Girlseeker – 1-800-GREED (Endurance, 2011)
Het Incubate Festival kende veel hoogtepunten, maar het fraaiste? De boomlange zanger van Girlseeker die tijdens de set van Gerard Herman de WC uit komt, als was hij zojuist door een inter-dimensionale portaal gekropen. Voorstanders van weirdo pop die al dwaas werden van een veelbelovend Youtube filmpje kregen vervolgens massaal een rolling bij het daadwerkelijke optreden. Deze cassette bevat veel van de ‘hits’, en is dus een must-have voor fans van overleden synth pop. Uiteraard hebben de Kopenhaagse helden een 10cc cover, natuurlijk zijn er lyrics als “Time spending lady, lady spending my time, tears all alone, waiting for my woman”. Hopelijk komen er snel CD(-r) of LP uitgaven, maar de heren zijn momenteel te druk bezig met het maken van een no budget horrorfilm… rock on!
Aanschouw de veelbesproken video:
The Caretaker – An empty bliss beyond this World (History Always Favours the Winners, 2011)

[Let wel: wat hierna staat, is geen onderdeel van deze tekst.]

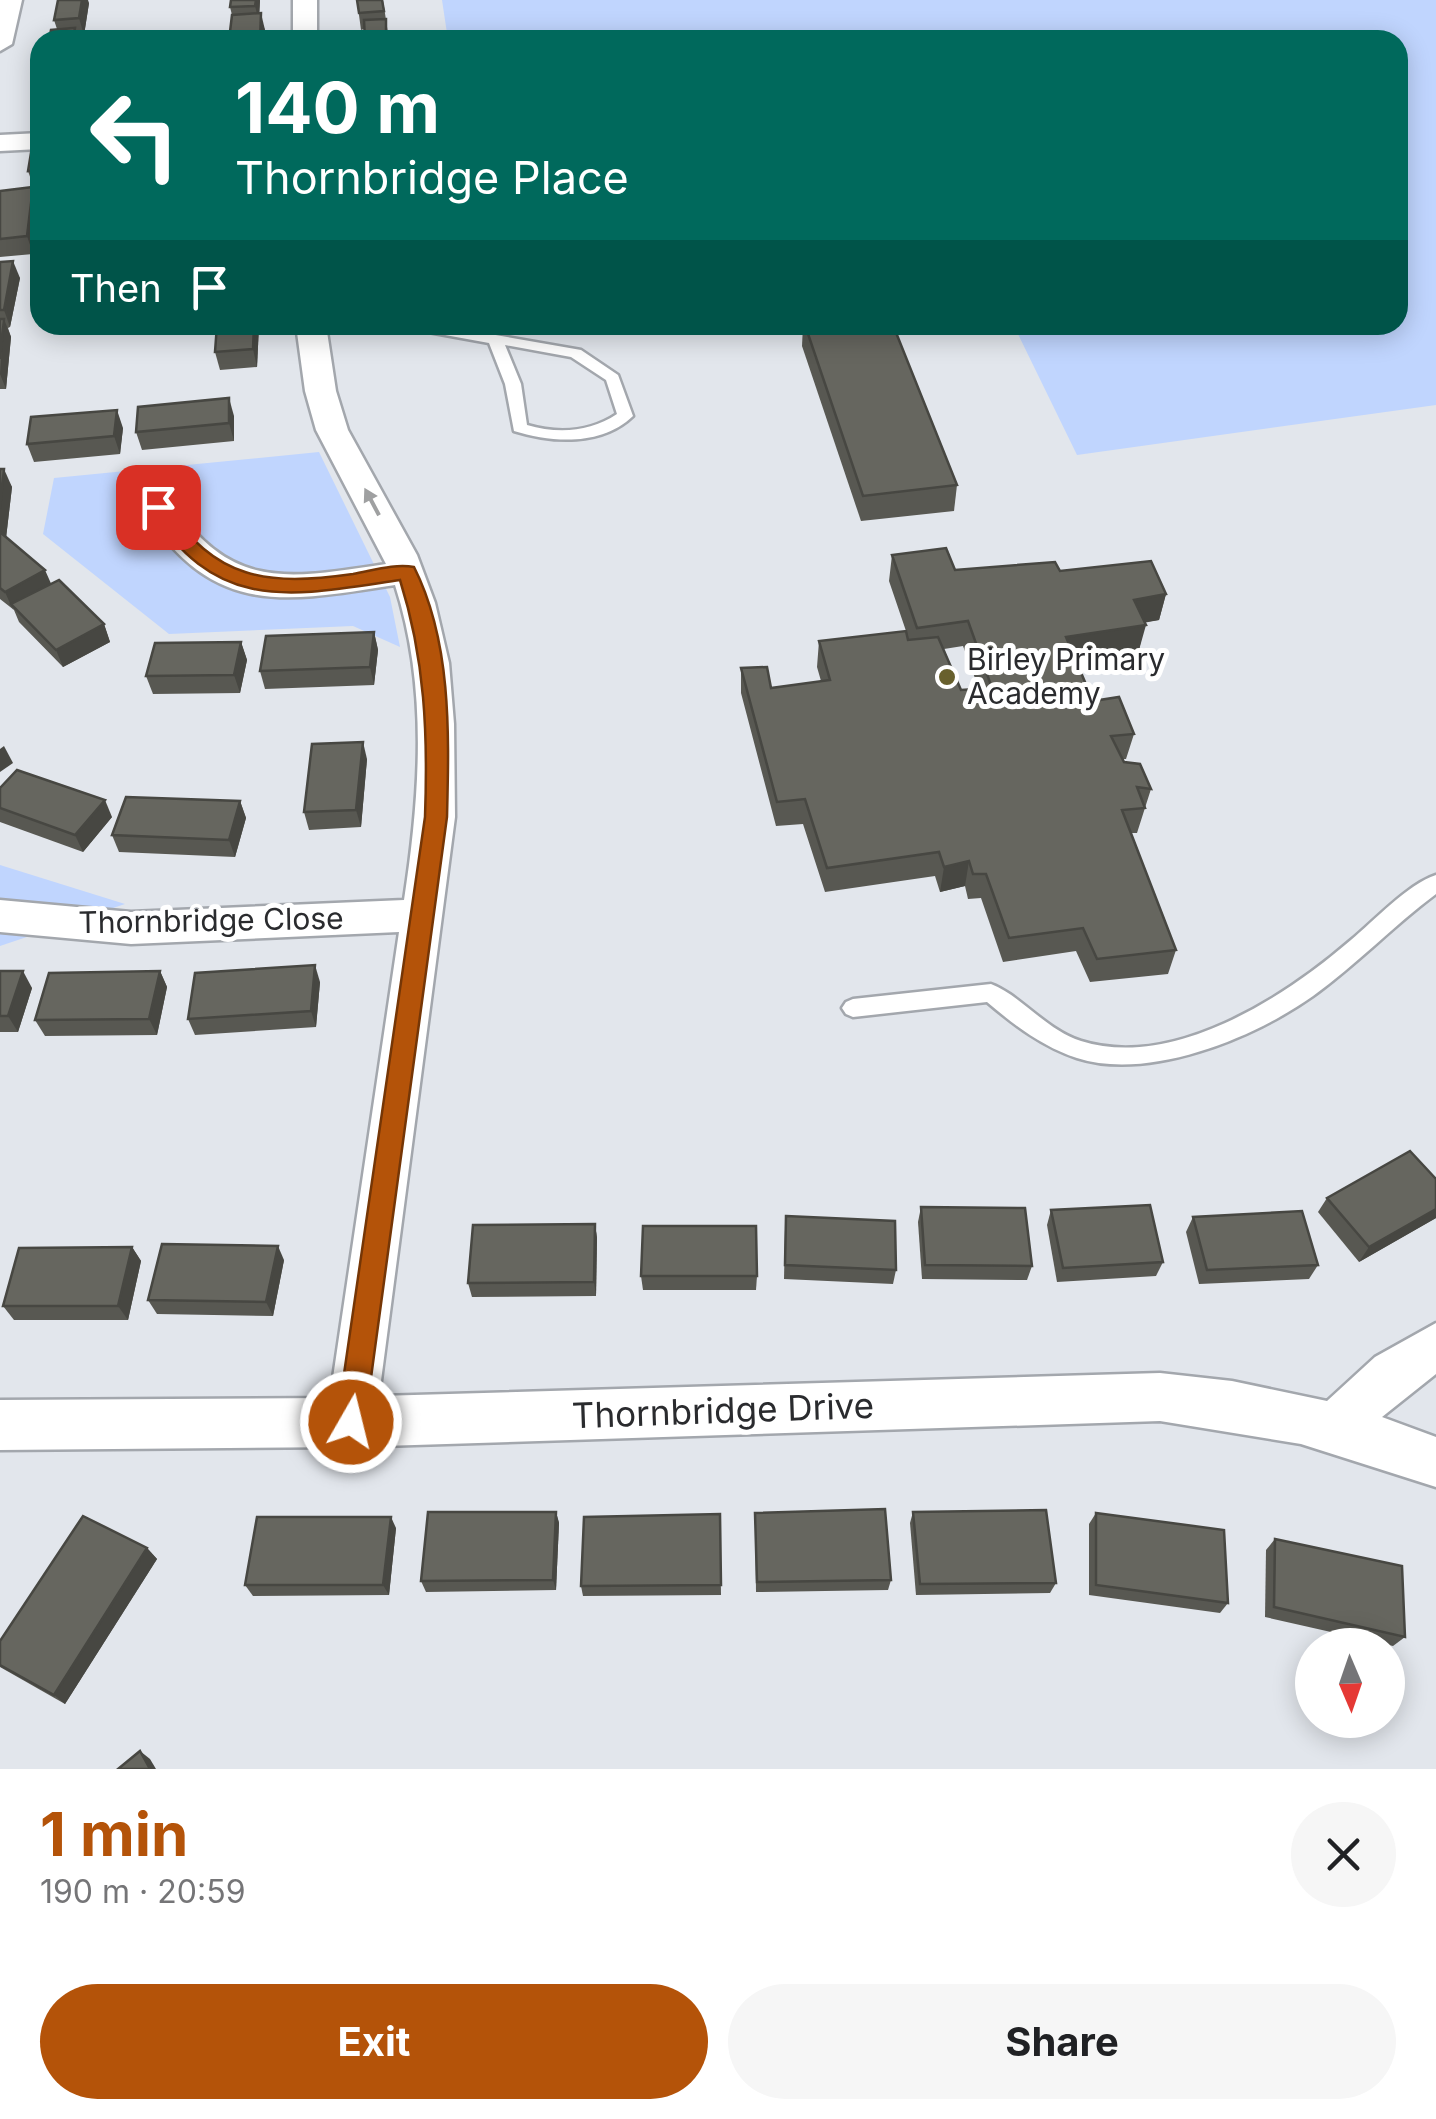 <!DOCTYPE html>
<html lang="en">
<head>
<meta charset="utf-8">
<style>
	:root { --surface:#fff; --page:#f6f6f6; --text:#202124; --muted:#757577; --accent:#b45309 }
	body { margin:0; font-family:Inter,sans-serif; background:var(--page); color:var(--text); height:100vh; display:flex; flex-direction:column; font-size:38px; white-space:nowrap }
	* { box-sizing:border-box; margin:0 }
	p { font-size:32px; color:var(--muted) }
	.icon { flex:none; width:55px; height:55px; fill:none; stroke:currentColor; stroke-width:2; stroke-linecap:round; stroke-linejoin:round }
	.map { position:relative; height:1769px; overflow:hidden }
	.details { display:flex; flex-direction:column; background:var(--surface); flex:1 }
	.details>* { flex:none }
	.hud { position:absolute; left:30px; top:30px; width:1378px; height:305px; border-radius:30px; box-shadow:0 5px 25px #0003; background:#00695c; color:#fff; overflow:hidden }
	.needle { width:65px; rotate:178deg }
	.fabs { position:absolute; left:1295px; top:1628px; display:grid; gap:20px }
	.fabs a { display:grid; place-items:center; width:110px; height:110px; border-radius:50%; background:var(--surface); box-shadow:0 5px 25px #0003; font-size:50px }
	.pin { position:absolute; display:grid; place-items:center; width:85px; height:85px; color:#fff; margin:-42px; border-radius:20px; box-shadow:0 5px 15px #0006 }
	.me { position:absolute; width:110px; margin:-55px; rotate:8deg; stroke-linejoin:round; filter:drop-shadow(0 0 8px #0008) }
	.turn { display:flex; align-items:center; gap:35px; height:210px; padding:0 40px; font-size:45px }
	.turn .icon { width:130px; height:130px; stroke-width:2.5 }
	.turn b { display:block; font-size:70px; line-height:85px }
	.then { display:flex; align-items:center; height:95px; padding:0 40px; background:#0003; gap:20px; font-size:38px }
	.round { display:grid; place-items:center; flex:none; width:105px; height:105px; border-radius:52px; background:var(--page) }
	.overview { display:flex; align-items:center; justify-content:space-between; height:170px; padding:0 40px }
	h1 { font-size:60px; font-weight:700; line-height:75px; color:var(--accent) }
	.cta { display:flex; gap:20px; margin-top:auto; padding:20px 40px }
	.cta a { flex:1; height:115px; border-radius:60px; background:var(--accent); color:#fff; font-size:40px; font-weight:700; line-height:115px; text-align:center }
	.cta a+a { background:var(--page); color:var(--text) }
	.map>svg:first-child { display:block }
	.green { fill:#c0d5fe }
	.lines { fill:none; stroke-linecap:round; stroke-linejoin:round }
	.lane-casing { stroke:#a3a7ad; stroke-width:5 }
	.street-casing { stroke:#a3a7ad; stroke-width:5 }
	.lane { fill:#fff; fill-rule:evenodd }
	.street { fill:#fff; fill-rule:evenodd }
	.wall { fill:#585852; fill-rule:evenodd }
	.shaded-wall { fill:#474742 }
	.building { fill:#66665f; stroke:#474742; stroke-width:2.5 }
	.oneway { fill:#9fa0a1 }
	.route { fill:#b45309; stroke:#753606; stroke-width:2.5 }
	.poi-dot { fill:#68602d; stroke:#fff; stroke-width:4 }
	.labels { text-anchor:middle; stroke-width:10; stroke-linejoin:round; paint-order:stroke }
	.poi-label { font-size:30px; fill:#2a2b2e; stroke:#fff; text-anchor:start }
	.street-label { font-size:30px; fill:#2a2b2e; stroke:#fff }
	.near-street-label { font-size:35px; fill:#2a2b2e; stroke:#fff }
</style>
</head>
<body>
<div class="map">
<svg width="1436" height="1769" viewBox="0 0 1436 1769">
	<rect width="100%" height="100%" fill="#e2e6ec"/>
	<g class="green">
		<polygon points="442,0 1436,0 1436,405 1077,455 1014,326 1004,325 1398,325 1398,40 448,40"/>
		<polygon points="319,452 390,597 400,647 353,626 169,634 43,534 54,478"/>
		<polygon points="0,865 125,904 0,946"/>
	</g>
	<g class="lines">
		<defs>
			<g id="lane">
				<path d="M405 325H438L581 350 618 375 633 416C602 446 553 443 514 431L505 384 489 343 412 329ZM505 345 571 357 606 380 617 414C590 432 558 434 527 425L521 384Z"/>
				<path d="M1436 875V894C1393 926 1356 965 1313 996 1254 1038 1149 1081 1077 1058 1043 1047 1014 1025 987 1002L853 1017 846 1014 842 1008 846 1002 853 999 991 984C1019 994 1046 1030 1081 1041 1173 1070 1285 997 1351 940 1374 921 1408 884 1436 875Z"/>
			</g>
			<g id="street">
				<polygon points="0,0 22,0 12,44 0,51"/>
				<rect x="293" y="0" width="24" height="40"/>
				<polygon points="40,133 40,149 0,151 0,135"/>
				<path d="M296 325H326L336 391 348 430 417 555 435 603 449 663 454 724 455 817 379 1396 1160 1373 1232 1381 1327 1401 1375 1357 1436 1323V1374L1382 1417 1436 1437V1487L1301 1444 1160 1421 351 1447 0 1450V1400L330 1398 399 932 131 944 0 932V900L131 912 404 900C420 795 428 687 395 585 282 603 211 617 142 507L146 499H170C231 593 290 578 386 564L316 430 305 391Z"/>
			</g>
		</defs>
		<use href="#lane" class="lane-casing"/>
		<use href="#street" class="street-casing"/>
		<use href="#lane" class="lane"/>
		<use href="#street" class="street"/>
	</g>
	<g class="wall">
		<polygon points="260,0 259,14 265,30 264,40 229,40 232,15 230,7"/>
		<polygon points="357,0 383,0 389,40 365,40 364,29 361,30"/>
		<polygon points="89,3 84,35 78,35 79,40 49,40 57,29 54,20"/>
		<polygon points="40,152 40,188 34,188 28,171"/>
		<polygon points="0,191 39,205 33,254 0,257"/>
		<polygon points="0,262 20,278 10,327 8,328 11,337 6,389 0,389"/>
		<polygon points="217,325 259,325 257,367 220,370 215,352"/>
		<polygon points="803,325 893,325 957,485 954,511 861,521 802,346"/>
		<polygon points="234,416 234,441 142,450 136,432"/>
		<polygon points="123,428 120,454 34,462 27,444"/>
		<polygon points="0,469 12,487 6,538 51,584 104,624 110,642 63,667 19,622 14,610 0,599"/>
		<path d="M892 555 955 570 1060 571 1166 594 1159 620 1145 622 1139 650 1076 660 1093 701 1134 734 1126 759H1122L1151 789 1137 833H1131L1176 950 1168 974 1090 982 1076 951 1003 962 981 898 968 899 965 886 940 892 935 876 825 892 803 824 776 826 741 693V668L771 688 821 681 817 667 819 641 906 631 889 581ZM963 646 979 689 961 690 944 649Z"/>
		<polygon points="374,632 378,650 374,685 265,689 260,671"/>
		<polygon points="241,642 247,660 240,693 153,694 146,676"/>
		<polygon points="367,759 361,827 309,830 304,812"/>
		<polygon points="0,788 112,817 83,852 0,822"/>
		<polygon points="240,801 246,818 235,857 119,852 112,835"/>
		<polygon points="0,971 32,988 18,1032 0,1032"/>
		<polygon points="160,971 167,987 157,1035 45,1036 35,1020"/>
		<polygon points="320,982 316,1027 195,1035 188,1019"/>
		<polygon points="1436,1179 1436,1218 1359,1262 1318,1212 1327,1198"/>
		<polygon points="921,1207 1032,1266 1027,1280 922,1279 918,1222"/>
		<polygon points="1051,1210 1163,1262 1156,1276 1057,1282 1047,1225"/>
		<polygon points="1193,1217 1318,1265 1309,1279 1199,1284 1186,1232"/>
		<polygon points="595,1224 597,1238 596,1296 472,1297 468,1283"/>
		<polygon points="785,1230 896,1270 893,1284 784,1279"/>
		<polygon points="132,1247 141,1261 128,1320 14,1320 3,1306"/>
		<polygon points="284,1260 273,1316 157,1314 148,1300"/>
		<polygon points="641,1276 757,1276 756,1290 643,1290"/>
		<polygon points="556,1512 559,1523 556,1590 426,1592 421,1581"/>
		<polygon points="913,1512 1056,1583 1050,1593 916,1595 910,1523"/>
		<polygon points="755,1513 891,1580 888,1590 756,1592"/>
		<polygon points="1096,1513 1228,1603 1220,1613 1089,1595 1089,1524"/>
		<polygon points="720,1514 721,1595 583,1596 581,1586"/>
		<polygon points="396,1528 389,1595 253,1596 245,1585"/>
		<polygon points="1275,1539 1405,1637 1393,1646 1265,1617 1266,1550"/>
		<polygon points="147,1548 157,1559 65,1704 0,1667 0,1641"/>
	</g>
	<g class="shaded-wall">
		<polygon points="82,0 88,0 89,3 84,35 79,18"/>
		<polygon points="256,0 260,0 259,22 255,6"/>
		<polygon points="261,13 265,30 264,40 260,40"/>
		<polygon points="33,187 39,205 33,254 27,236"/>
		<polygon points="13,261 20,278 10,327 4,310"/>
		<polygon points="4,319 11,337 6,389 0,374"/>
		<polygon points="254,325 259,325 257,367 253,349"/>
		<polygon points="229,398 234,416 234,441 229,423"/>
		<polygon points="117,410 123,428 120,454 114,436"/>
		<polygon points="4,469 12,487 6,538 0,539 0,508"/>
		<polygon points="45,570 53,588 11,604 13,610 5,592"/>
		<polygon points="1166,594 1159,620 1127,626 1134,600"/>
		<polygon points="104,624 110,642 63,667 56,650"/>
		<polygon points="1146,625 1139,650 1060,662 1066,637"/>
		<polygon points="374,632 378,650 374,685 370,667"/>
		<polygon points="241,642 247,660 240,693 234,675"/>
		<polygon points="363,742 367,759 361,827 356,810"/>
		<polygon points="4,746 13,763 0,772 0,749"/>
		<polygon points="105,800 112,817 83,852 75,835"/>
		<polygon points="240,801 246,818 235,857 229,840"/>
		<polygon points="969,861 965,886 940,892 944,867"/>
		<polygon points="315,965 320,982 316,1027 311,1011"/>
		<polygon points="23,971 32,988 18,1032 8,1016"/>
		<polygon points="160,971 167,987 157,1035 149,1019"/>
		<polygon points="1436,1209 1436,1218 1359,1262 1369,1247"/>
		<polygon points="595,1224 597,1238 596,1296 594,1282"/>
		<polygon points="278,1246 284,1260 273,1316 266,1302"/>
		<polygon points="132,1247 141,1261 128,1320 118,1306"/>
		<polygon points="556,1512 559,1523 556,1590 553,1580"/>
		<polygon points="391,1517 396,1528 389,1595 383,1585"/>
		<polygon points="147,1548 157,1559 65,1704 54,1695"/>
		<polygon points="140,1751 150,1759 156,1769 150,1769"/>
	</g>
	<g class="building">
		<polygon points="58,0 82,0 79,18 54,20"/>
		<polygon points="231,0 256,0 255,6 230,7"/>
		<polygon points="357,0 382,0 384,11 359,13"/>
		<polygon points="261,13 260,40 229,40 232,15"/>
		<polygon points="386,19 386,40 365,40 364,20"/>
		<polygon points="75,28 73,40 49,40 51,30"/>
		<polygon points="40,152 40,170 28,171 31,153"/>
		<polygon points="33,187 27,236 0,239 0,191"/>
		<polygon points="13,261 4,310 0,310 0,262"/>
		<polygon points="0,319 4,319 0,359"/>
		<polygon points="217,325 254,325 253,349 215,352"/>
		<polygon points="805,325 893,325 957,485 863,496"/>
		<polygon points="229,398 229,423 136,432 138,407"/>
		<polygon points="117,410 114,436 27,444 31,417"/>
		<polygon points="0,469 4,469 0,508"/>
		<polygon points="0,532 45,570 5,592 0,588"/>
		<polygon points="946,548 955,570 1055,562 1060,571 1151,561 1166,594 1134,600 1146,625 1066,637 1093,701 1119,697 1134,734 1111,736 1124,762 1140,764 1151,789 1137,787 1145,808 1122,810 1176,950 1097,959 1083,928 1009,938 986,874 973,874 969,861 944,867 939,852 827,868 805,799 777,802 741,668 767,667 771,688 830,680 819,641 906,631 908,640 938,637 961,690 992,688 968,621 917,628 892,555"/>
		<polygon points="59,580 104,624 56,650 11,604"/>
		<polygon points="374,632 370,667 260,671 266,636"/>
		<polygon points="241,642 234,675 146,676 155,643"/>
		<polygon points="363,742 356,810 304,812 312,744"/>
		<polygon points="17,770 105,800 75,835 0,808 0,788"/>
		<polygon points="126,797 240,801 229,840 112,835"/>
		<polygon points="315,965 311,1011 188,1019 195,973"/>
		<polygon points="0,971 23,971 8,1016 0,1016"/>
		<polygon points="160,971 149,1019 35,1020 49,973"/>
		<polygon points="1410,1151 1436,1179 1436,1209 1369,1247 1327,1198"/>
		<polygon points="1150,1205 1163,1262 1063,1268 1051,1210"/>
		<polygon points="921,1207 1025,1208 1032,1266 925,1265"/>
		<polygon points="1302,1211 1318,1265 1207,1270 1193,1217"/>
		<polygon points="786,1216 895,1221 896,1270 785,1265"/>
		<polygon points="595,1224 594,1282 468,1283 473,1225"/>
		<polygon points="643,1226 756,1226 757,1276 641,1276"/>
		<polygon points="162,1244 278,1246 266,1302 148,1300"/>
		<polygon points="132,1247 118,1306 3,1306 19,1248"/>
		<polygon points="885,1509 891,1580 757,1582 755,1513"/>
		<polygon points="1046,1510 1056,1583 920,1584 913,1512"/>
		<polygon points="428,1512 556,1512 553,1580 421,1581"/>
		<polygon points="1096,1513 1224,1530 1228,1603 1096,1585"/>
		<polygon points="720,1514 721,1585 581,1586 584,1517"/>
		<polygon points="83,1516 147,1548 54,1695 0,1665 0,1641"/>
		<polygon points="257,1517 391,1517 383,1585 245,1585"/>
		<polygon points="1275,1539 1402,1566 1405,1637 1274,1607"/>
		<polygon points="140,1751 150,1769 118,1769"/>
	</g>
	<defs><path id="oneway-solid" d="M-6-.8H1V-3.2L6.5 0L1 3.2V.8H-6Z" transform="scale(2.5)"/></defs>
	<use class="oneway" href="#oneway-solid" transform="translate(372 502) rotate(-118)"/>
	<path class="route" d="M158 501 165 503C215 581 268 586 353 574 371 571 395 563 414 567 452 642 449 735 447 817L365 1422 361 1431 351 1436 341 1431 337 1422 425 817C428 734 425 659 400 580 291 596 217 615 149 507Z"/>
	<circle class="poi-dot" cx="947" cy="677" r="10"/>
	<g class="labels">
		<g class="poi-label">
			<text x="967" y="670">Birley Primary<tspan x="967" dy="34">Academy</tspan></text>
		</g>
		<g class="street-label">
			<text transform="translate(211 921) rotate(-1)" y="10">Thornbridge Close</text>
		</g>
		<g class="near-street-label">
			<text transform="translate(723 1411) rotate(-2)" y="12">Thornbridge Drive</text>
		</g>
	</g>
</svg>
<div class="fabs">
<a><svg class="needle" viewBox="-14 -14 28 28"><path d="M0-13l5 13h-10z" fill="#e53935"/><path d="M0 13l5-13h-10z" fill="#757577"/></svg></a>
</div>
<div class="pin" style="left:158px;top:507px;background:#d93025"><svg class="icon" aria-label="arrive" viewBox="0 0 24 24"><path d="M6 21V4h12l-3 4 3 4H6"/></svg></div>
<svg class="me" style="left:351px;top:1422px" viewBox="-20 -20 40 40"><circle r="17" fill="#b45309" stroke="#fff" stroke-width="3"/><path d="M0-11L8 9 0 5-8 9z" fill="#fff"/></svg>
<div class="hud">
<div class="turn"><svg class="icon" aria-label="left" viewBox="0 0 24 24"><path d="M17 20v-9H6M10 6l-5 5 5 5"/></svg><div><b>140 m</b>Thornbridge Place</div></div>
<div class="then">Then<svg class="icon" aria-label="arrive" viewBox="0 0 24 24"><path d="M6 21V4h12l-3 4 3 4H6"/></svg></div>
</div>
</div>
<section class="details">
<div class="overview"><div><h1>1 min</h1><p>190 m · 20:59</p></div><a class="round"><svg class="icon" aria-label="close" viewBox="0 0 24 24"><path d="M6 6l12 12M18 6L6 18"/></svg></a></div>
<div class="cta"><a>Exit</a><a>Share</a></div>
</section>
</body>
</html>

Jan Willem Broek had het in juni al over deze plaat, en hoewel ik zijn mening deel dat het een unieke, prachtige luisterervaring is, verwerp ik de inbreng van de artiest. Het album bestaat uit vooroorlogse gezelschapsmuziek, waar door de Caretaker wat extra kraak, en abrupte afkappingen aan toegevoegd is. Het klinkt als een slechte rip van vergane platen, wat het voor een groot deel waarschijnlijk is. Ik geef hem credit voor het oprakelen van deze oude muziek, maar het feit dat hij er met zo minimale inbreng zijn eigen naam onder zet laat een vieze smaak in mijn mond achter. Had hij het een DJ-set genoemd, dan was er in ieder geval die afstand tussen creëren en draaien. Dé soundtrack voor een fraaie hersenschudding, overigens. Door de muziek an sich is dit een kandidaat voor het jaarlijstje, maar dan wel die van 1933.
The Caretaker, lees hier een ander Subs geluid …
Omar Souleyman – Haflat Gharbia (Sublime Frequencies, 2011)
Zo, de novelty is er ondertussen wel van af, maar nog steeds is de Syrische superstar een graag geziene gast in ons kleine kikkerlandje. Loop bijvoorbeeld het station van Tilburg uit, en bij de eerste pinautomaat wordt er over u gewaakt door de strenge, maar rechtvaardige Omar. De live ervaring is niet te kloppen, maar deze compilatie komt van de Sublime Frequencies albums het dichtst in de buurt. Waar zijn eerdere platen hun cassette oorsprong niet altijd konden verbergen, klinken deze opnames van zijn westerse concerten enorm helder en energiek. De nummers zijn, gezien de vertaalde songtitels, inhoudelijk van niveau Girlseeker, maar de muziek is aanstekelijk… swingt de pan uit! Pats boem!… hele families met de voetjes van de vloer!… schuimbekkend! We kennen het trucje nu wel, maar hij mag toch blijven. Dé soundtrack voor campagnebezoek van de PVV, overigens.